If the principal P = $900, the rate r = 4 1/2, and time t = 1 year, find the following: What is the amount of interest? What is the future value?

Interest for the first year is the principal, P=$900 multiplied by the rate of interest, r=0.045, multiplied by the number of periods, n=1.

So interest
I=$900*0.045*1=$40.5

The future value is the sum of the interest and the principal.

Note that in this case (n=1), the interest is the same whether it is simple or compound. In general, the question should specify whether it is simple interest or compound interest. In the latter case, the compounding period should also be specified (yearly, quarterly, monthly, etc.)

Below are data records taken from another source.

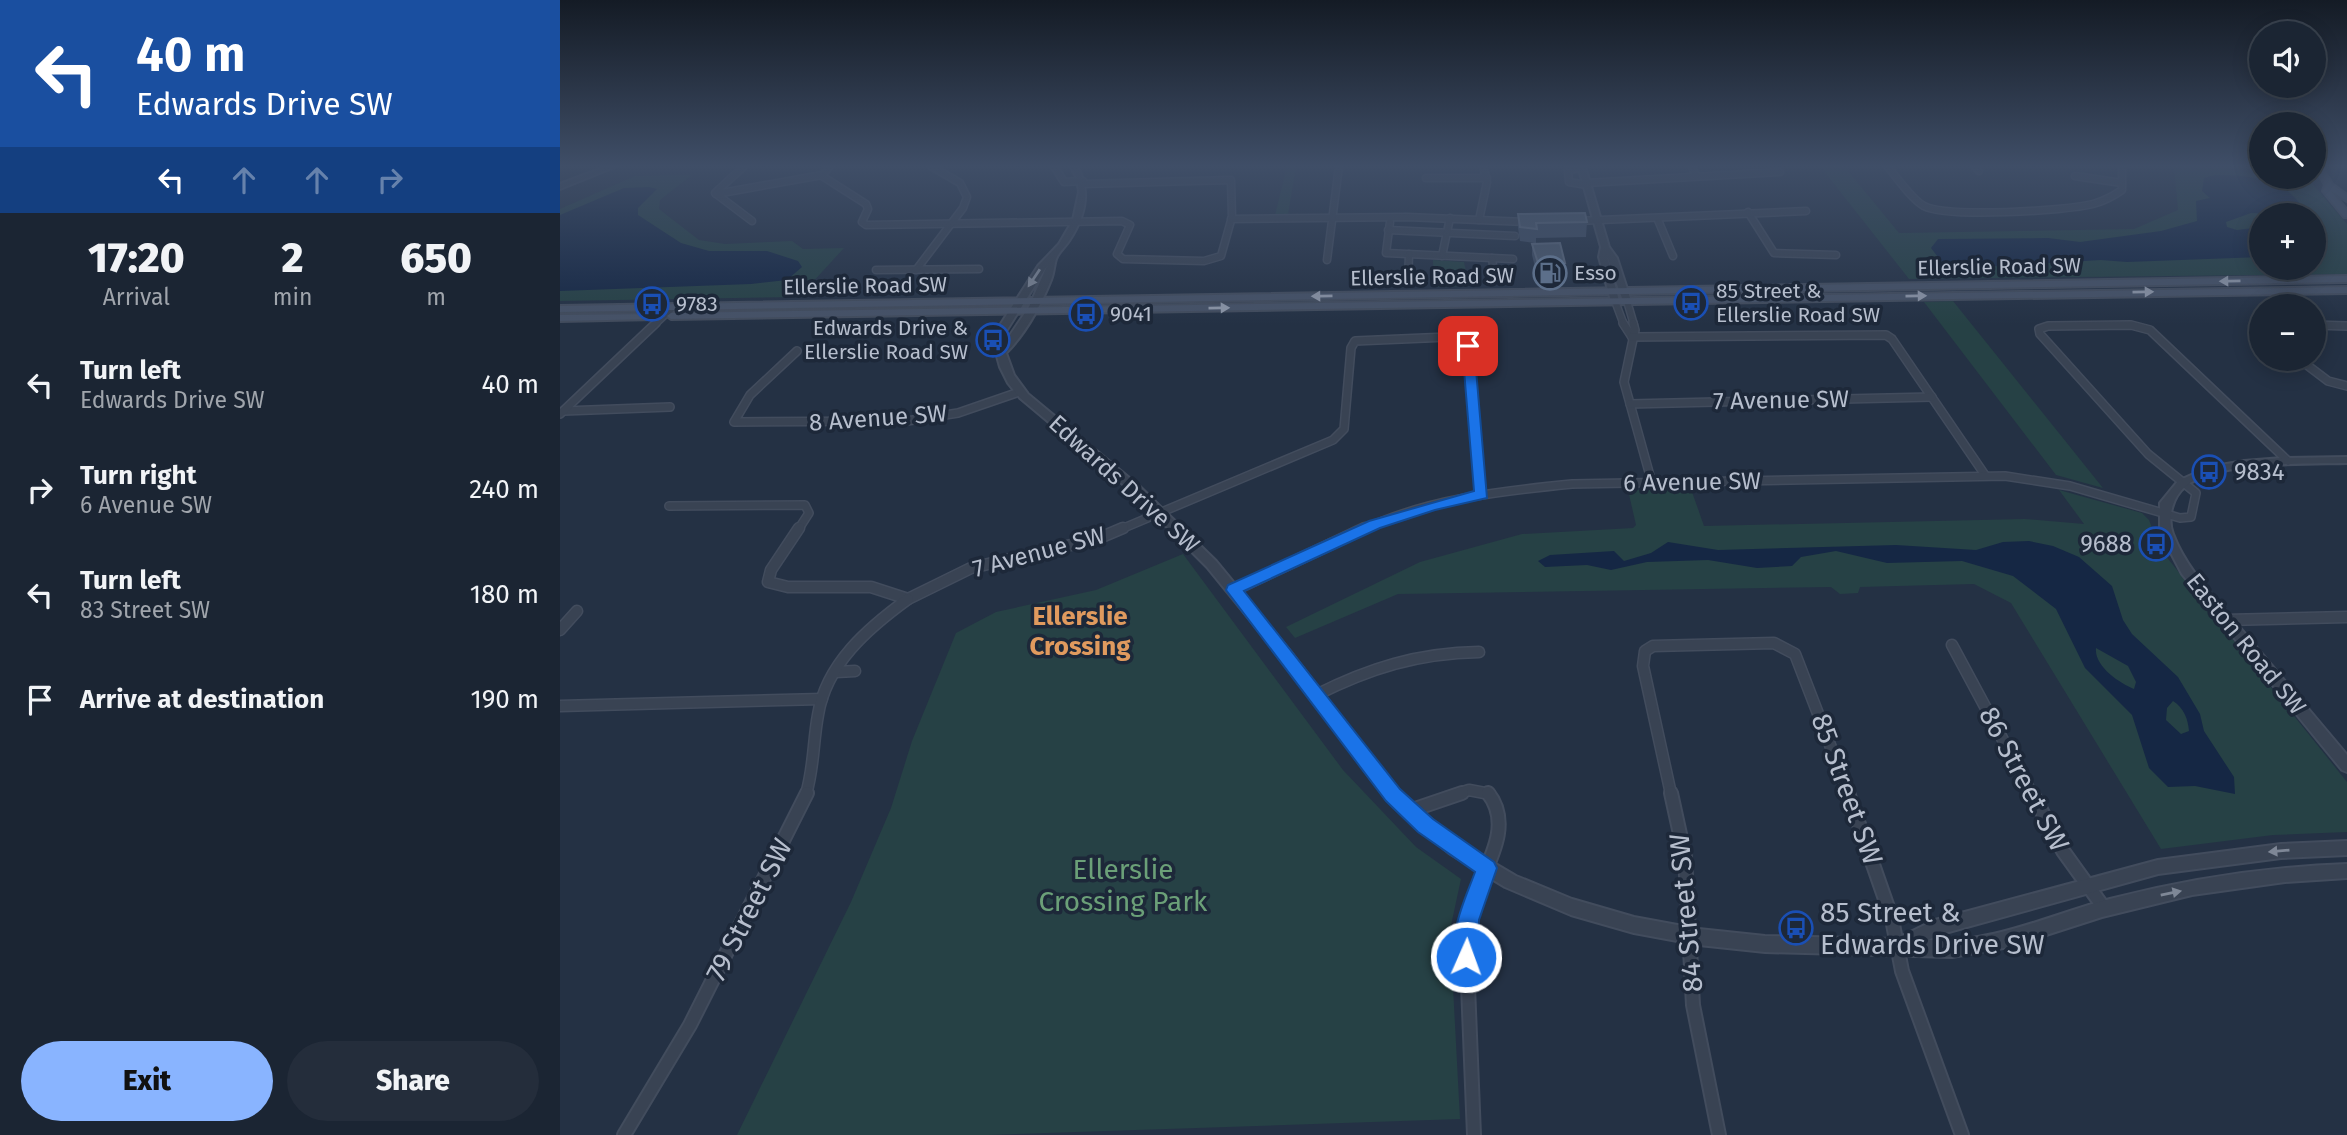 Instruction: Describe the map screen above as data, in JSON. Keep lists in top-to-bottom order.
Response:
{
  "streets": {
    "main road": ["Ellerslie Road SW"],
    "street": [
      "7 Avenue SW",
      "8 Avenue SW",
      "6 Avenue SW",
      "Edwards Drive SW",
      "Easton Road SW",
      "86 Street SW",
      "85 Street SW",
      "79 Street SW",
      "84 Street SW"
    ]
  },
  "crossings": [
    ["Ellerslie Road SW", "Edwards Drive SW"],
    ["7 Avenue SW", "6 Avenue SW"],
    ["7 Avenue SW", "Edwards Drive SW"],
    ["7 Avenue SW", "79 Street SW"],
    ["8 Avenue SW", "Edwards Drive SW"],
    ["6 Avenue SW", "Edwards Drive SW"],
    ["6 Avenue SW", "Easton Road SW"],
    ["Edwards Drive SW", "86 Street SW"],
    ["Edwards Drive SW", "85 Street SW"],
    ["Edwards Drive SW", "84 Street SW"],
    ["85 Street SW", "84 Street SW"]
  ],
  "districts": ["Ellerslie Crossing"],
  "parks": ["Ellerslie Crossing Park"],
  "places": {
    "fuel station": ["Esso"],
    "bus stop": [
      "85 Street & Ellerslie Road SW",
      "9783",
      "9041",
      "Edwards Drive & Ellerslie Road SW",
      "9834",
      "9688",
      "85 Street & Edwards Drive SW"
    ]
  },
  "page": {
    "turn": ["40 m", "Edwards Drive SW"],
    "map_buttons": ["+", "−"],
    "eta": [
      "17:20",
      "Arrival",
      "2",
      "min",
      "650",
      "m"
    ],
    "list": [
      {
        "name": "Turn left",
        "note": "Edwards Drive SW",
        "value": "40 m"
      },
      {
        "name": "Turn right",
        "note": "6 Avenue SW",
        "value": "240 m"
      },
      {
        "name": "Turn left",
        "note": "83 Street SW",
        "value": "180 m"
      },
      {
        "name": "Arrive at destination",
        "value": "190 m"
      }
    ],
    "buttons": ["Exit", "Share"]
  }
} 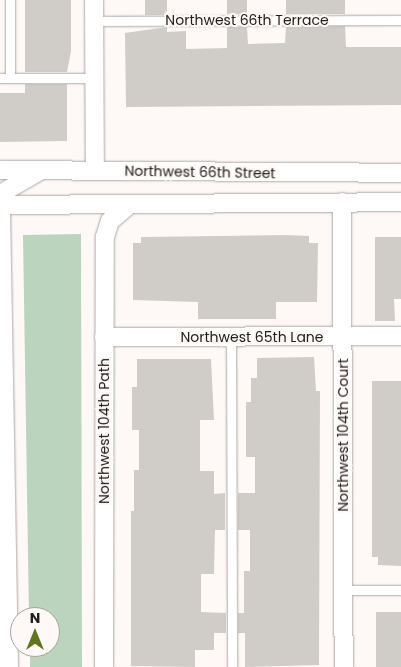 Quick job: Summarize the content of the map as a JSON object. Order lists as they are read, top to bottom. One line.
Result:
{"streets":{"street":["Northwest 66th Street","Northwest 65th Lane","Northwest 104th Path","Northwest 104th Court"],"lane":["Northwest 66th Terrace"]},"crossings":[["Northwest 65th Lane","Northwest 104th Path"],["Northwest 65th Lane","Northwest 104th Court"]],"north":"top"}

To find the amount of interest and the future value, we can use the formulas:

Amount of Interest = Principal * Rate * Time
Future Value = Principal + Amount of Interest

Let's plug in the given values:

Principal (P) = $900
Rate (r) = 4 1/2 (4.5% as a decimal)
Time (t) = 1 year

Converting the rate to a decimal:
4 1/2 = 4 + 1/2 = 4.5
4.5% = 4.5/100 = 0.045

Now we can calculate the amount of interest:
Amount of Interest = $900 * 0.045 * 1 = $40.50

And the future value:
Future Value = $900 + $40.50 = $940.50

Therefore, the amount of interest is $40.50, and the future value is $940.50.